Moreover, rather than actively seeking males, we found that virgin females excrete an anti-aphrodisiac that repels males, while females that have already started to reproduce parthenogenically alter their pheromonal signals so as to make themselves invisible to males.
Most strikingly, we found that mating is extremely costly for females that have already started to reproduce asexually. More than half of such females died shortly after being paired with a male, and those that survived showed a sharp decline in egg production.
The story is complex, though. For example, increased survival of sexually-produced offspring could partially compensate for the costs of sex. Overall, however, it appears that females can benefit from avoiding sex altogether, at least under some circumstances.
Is sex a trap?
Our findings in stick insects point to an intriguing possibility. What if sexual reproduction isn’t so common in nature because it is a better genetic strategy, but rather because once sex evolves it is difficult to escape from?
Females can potentially switch between sexual and asexual reproductive modes, or reproduce entirely asexually, but males cannot clone themselves. While parthenogenesis makes it possible for females to reproduce without males, males have no way to reproduce without females.
Therefore, once sex has evolved and males are present in the population, those males will try to mate, even with reluctant females that might have done better to clone themselves.
So, could it be that part of the solution to the puzzle of sex is that, once the sexual strategy arises in a population, it perpetuates itself through the eagerness of males to mate? After all, if females cannot avoid mating, then they will not be able to realise the benefits of parthenogenesis, and the sexual strategy will triumph.
The future of males
If sex is an evolutionary trap, our findings suggest that spiny leaf stick insects can at least partially escape from this trap by reproducing parthenogenetically.
Indeed, in this species, successful avoidance of mating by females could lead to the extinction of males -– a fate that seems to have befallen some stick insect populations.
But what about Homo sapiens? Could female humans start cloning themselves to escape the costs of the insidious sex-trap, perhaps ultimately rendering men completely redundant?
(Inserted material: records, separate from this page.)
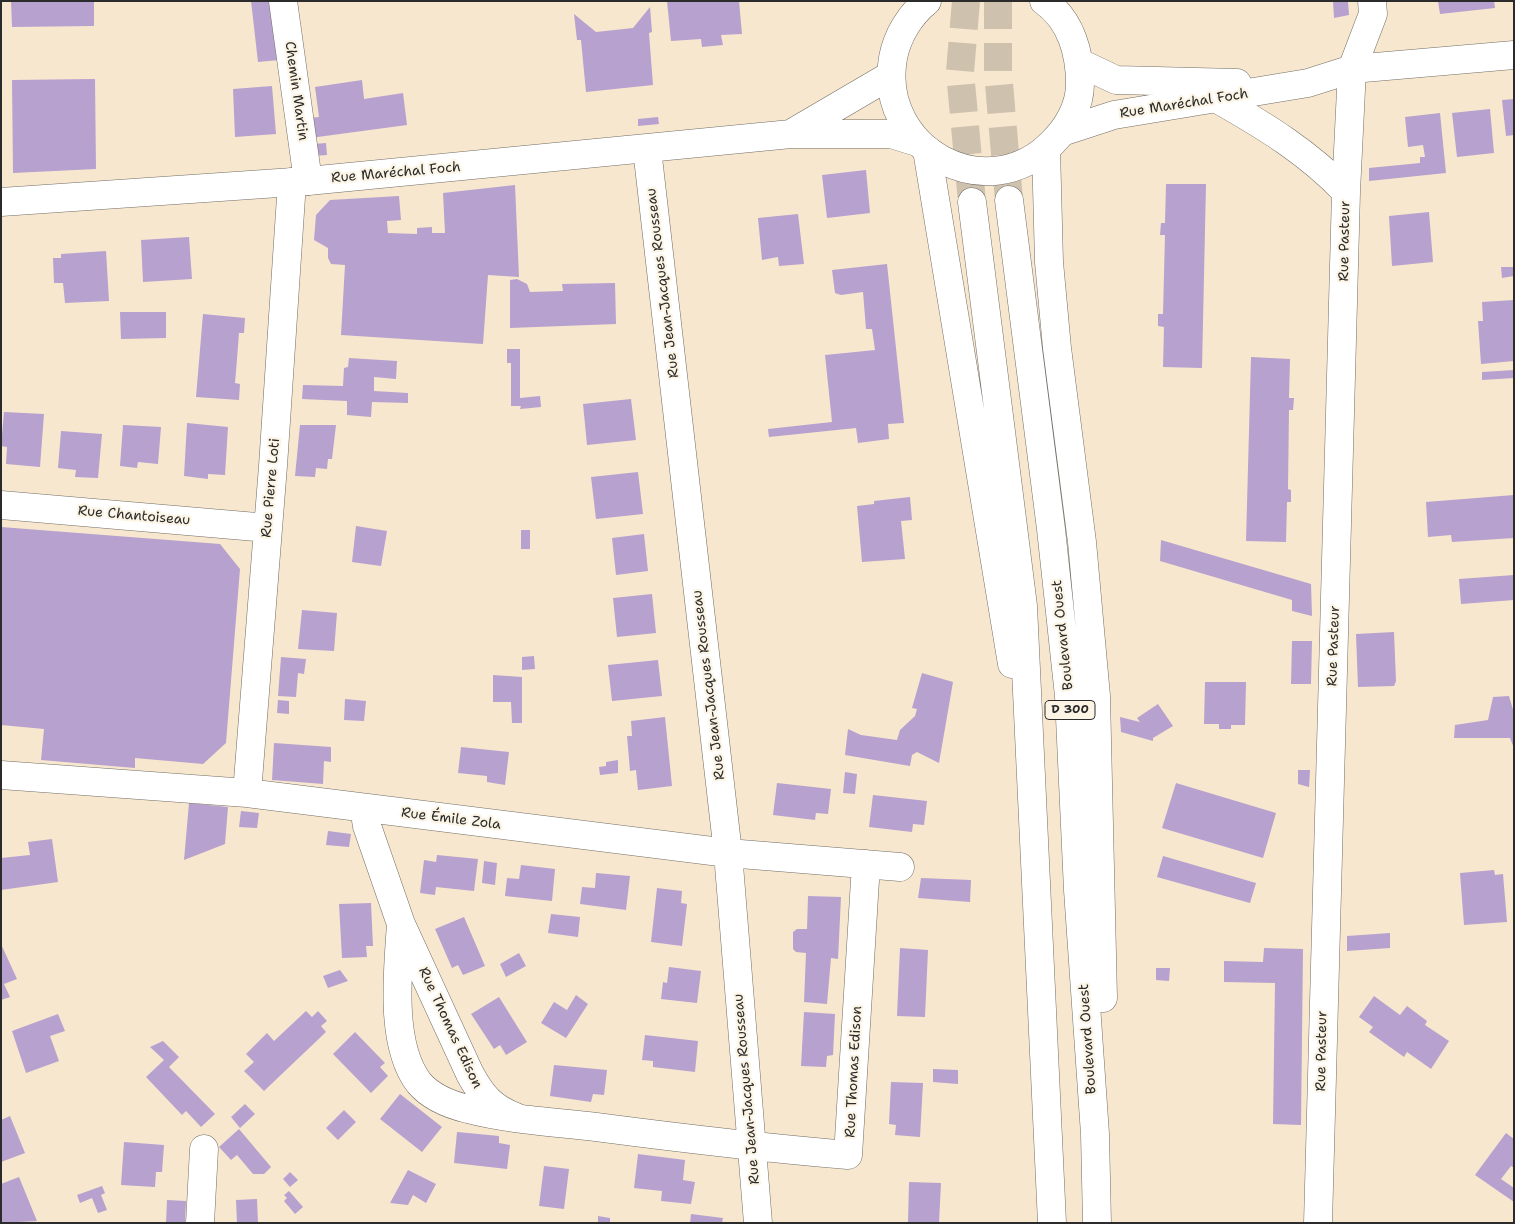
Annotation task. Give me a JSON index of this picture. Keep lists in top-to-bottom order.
{
  "streets": {
    "main road": [
      "Chemin Martin",
      "Rue Maréchal Foch",
      "Rue Pasteur",
      "Rue Jean-Jacques Rousseau",
      "Rue Pierre Loti",
      "Rue Chantoiseau",
      "Boulevard Ouest",
      "D 300",
      "Rue Émile Zola",
      "Rue Thomas Edison"
    ]
  },
  "crossings": [
    ["Chemin Martin", "Rue Maréchal Foch"],
    ["Chemin Martin", "Rue Pierre Loti"],
    ["Rue Maréchal Foch", "Rue Pasteur"],
    ["Rue Maréchal Foch", "Rue Jean-Jacques Rousseau"],
    ["Rue Maréchal Foch", "Rue Pierre Loti"],
    ["Rue Jean-Jacques Rousseau", "Rue Émile Zola"],
    ["Rue Jean-Jacques Rousseau", "Rue Thomas Edison"],
    ["Rue Pierre Loti", "Rue Chantoiseau"],
    ["Rue Pierre Loti", "Rue Émile Zola"],
    ["Rue Émile Zola", "Rue Thomas Edison"]
  ]
}
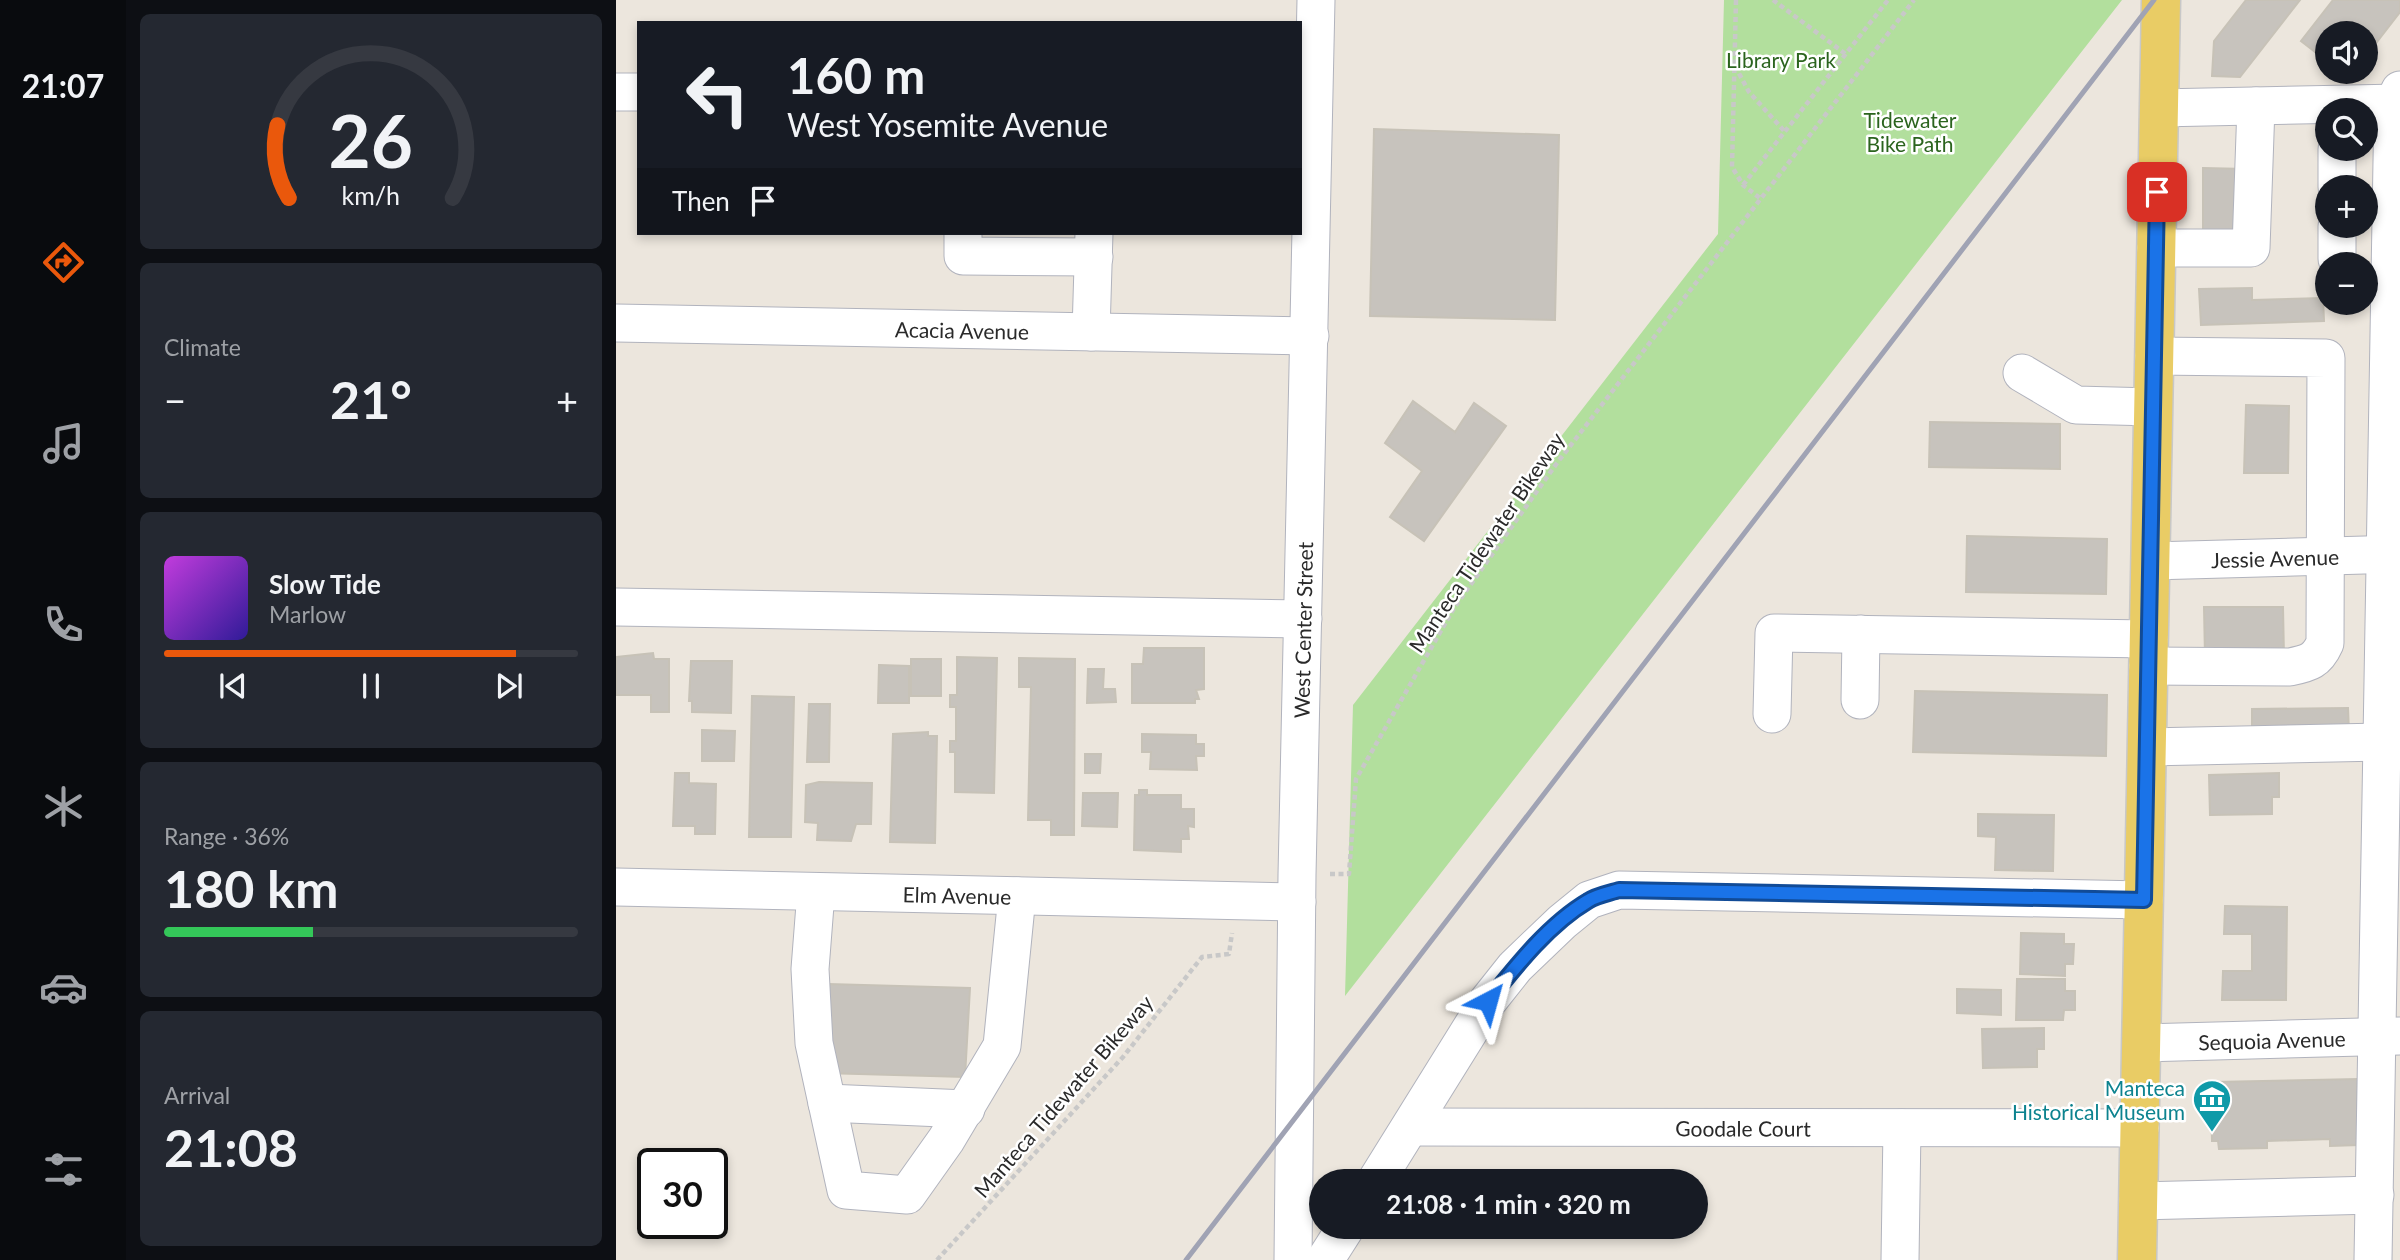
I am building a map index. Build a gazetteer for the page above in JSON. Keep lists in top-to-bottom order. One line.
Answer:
{"streets":{"street":["Acacia Avenue","Jessie Avenue","West Center Street","Elm Avenue","Sequoia Avenue","Goodale Court"],"path":["Manteca Tidewater Bikeway"]},"crossings":[["Acacia Avenue","West Center Street"],["Manteca Tidewater Bikeway","West Center Street"],["Manteca Tidewater Bikeway","Elm Avenue"],["West Center Street","Elm Avenue"]],"parks":["Library Park","Tidewater Bike Path"],"places":{"museum":["Manteca Historical Museum"]},"page":{"tabs":"21:07","map_buttons":["+","−"],"turn":["160 m","West Yosemite Avenue"],"then":"Then","tile":["Climate",["Range · 36%","180 km"],["Arrival","21:08"]],"heat":["−","21°","+"],"song":["Slow Tide","Marlow"],"limit":"30","trip":"21:08 · 1 min · 320 m","gauge":["26","km/h"]}}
Despite its sensationalist appeal, human parthenogenesis will probably remain the stuff of myth. Mammals are the only major animal group in which parthenogenesis has never been observed, and may therefore be impossible. Thus, on this Valentine’s Day, we can rest assured that, whatever its costs, love (or at least, sex) is here to stay.
Dr Angela Crean is a senior research associate, Nathan Burke is a PhD candidate, and Professor Russell Bonduriansky is an evolutionary biologist, all at UNSW.